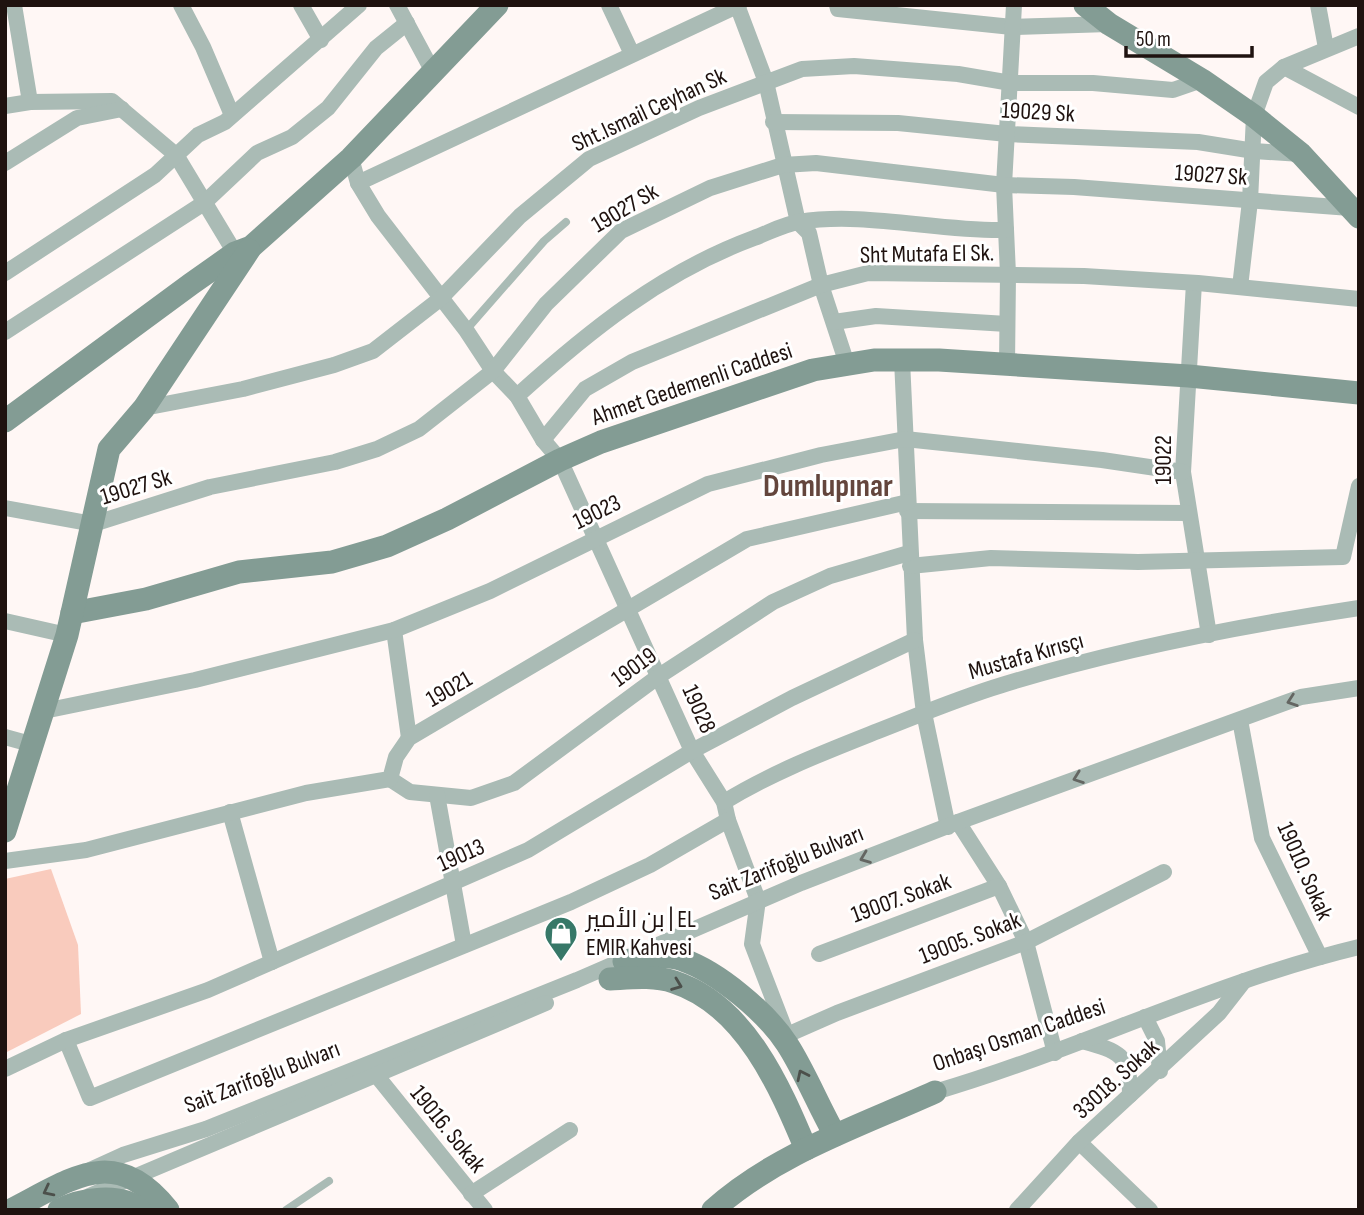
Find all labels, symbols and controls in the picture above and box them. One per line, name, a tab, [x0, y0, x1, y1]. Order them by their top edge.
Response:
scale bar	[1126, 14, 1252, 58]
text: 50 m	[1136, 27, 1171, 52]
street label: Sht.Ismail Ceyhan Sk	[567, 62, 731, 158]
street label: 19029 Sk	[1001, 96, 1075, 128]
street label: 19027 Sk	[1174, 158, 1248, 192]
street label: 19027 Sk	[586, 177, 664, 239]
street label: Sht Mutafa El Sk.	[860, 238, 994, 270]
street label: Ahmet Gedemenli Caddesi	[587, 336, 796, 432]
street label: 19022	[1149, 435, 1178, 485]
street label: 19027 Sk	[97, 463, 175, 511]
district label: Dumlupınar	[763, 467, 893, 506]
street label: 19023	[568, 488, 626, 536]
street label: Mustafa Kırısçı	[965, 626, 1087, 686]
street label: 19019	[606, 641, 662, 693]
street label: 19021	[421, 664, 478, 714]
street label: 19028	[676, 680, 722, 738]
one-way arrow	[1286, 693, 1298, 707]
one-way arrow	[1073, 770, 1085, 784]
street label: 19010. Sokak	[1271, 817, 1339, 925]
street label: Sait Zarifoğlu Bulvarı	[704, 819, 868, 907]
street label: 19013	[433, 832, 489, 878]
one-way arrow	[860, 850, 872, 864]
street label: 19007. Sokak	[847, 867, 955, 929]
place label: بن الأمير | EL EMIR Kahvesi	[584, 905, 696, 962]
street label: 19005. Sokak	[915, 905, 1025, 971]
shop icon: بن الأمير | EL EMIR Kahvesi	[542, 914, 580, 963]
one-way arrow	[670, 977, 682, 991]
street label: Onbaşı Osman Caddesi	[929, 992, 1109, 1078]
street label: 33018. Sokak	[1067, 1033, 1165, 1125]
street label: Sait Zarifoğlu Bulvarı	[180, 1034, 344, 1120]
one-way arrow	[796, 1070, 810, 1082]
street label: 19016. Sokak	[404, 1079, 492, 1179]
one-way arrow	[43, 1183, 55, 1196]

• _ACTIVITY_
Excluding the pictures, restate the records above word for word.

• _FINISHED TASK_
Find all labels, symbols and controls in the picture above and box them. One per line, name, a tab, [x0, y0, x1, y1]. Order them by their top edge.
Response:
scale bar	[1126, 14, 1252, 58]
text: 50 m	[1136, 27, 1171, 52]
street label: Sht.Ismail Ceyhan Sk	[567, 62, 731, 158]
street label: 19029 Sk	[1001, 96, 1075, 128]
street label: 19027 Sk	[1174, 158, 1248, 192]
street label: 19027 Sk	[586, 177, 664, 239]
street label: Sht Mutafa El Sk.	[860, 238, 994, 270]
street label: Ahmet Gedemenli Caddesi	[587, 336, 796, 432]
street label: 19022	[1149, 435, 1178, 485]
street label: 19027 Sk	[97, 463, 175, 511]
district label: Dumlupınar	[763, 467, 893, 506]
street label: 19023	[568, 488, 626, 536]
street label: Mustafa Kırısçı	[965, 626, 1087, 686]
street label: 19019	[606, 641, 662, 693]
street label: 19021	[421, 664, 478, 714]
street label: 19028	[676, 680, 722, 738]
one-way arrow	[1286, 693, 1298, 707]
one-way arrow	[1073, 770, 1085, 784]
street label: 19010. Sokak	[1271, 817, 1339, 925]
street label: Sait Zarifoğlu Bulvarı	[704, 819, 868, 907]
street label: 19013	[433, 832, 489, 878]
one-way arrow	[860, 850, 872, 864]
street label: 19007. Sokak	[847, 867, 955, 929]
place label: بن الأمير | EL EMIR Kahvesi	[584, 905, 696, 962]
street label: 19005. Sokak	[915, 905, 1025, 971]
shop icon: بن الأمير | EL EMIR Kahvesi	[542, 914, 580, 963]
one-way arrow	[670, 977, 682, 991]
street label: Onbaşı Osman Caddesi	[929, 992, 1109, 1078]
street label: 33018. Sokak	[1067, 1033, 1165, 1125]
street label: Sait Zarifoğlu Bulvarı	[180, 1034, 344, 1120]
one-way arrow	[796, 1070, 810, 1082]
street label: 19016. Sokak	[404, 1079, 492, 1179]
one-way arrow	[43, 1183, 55, 1196]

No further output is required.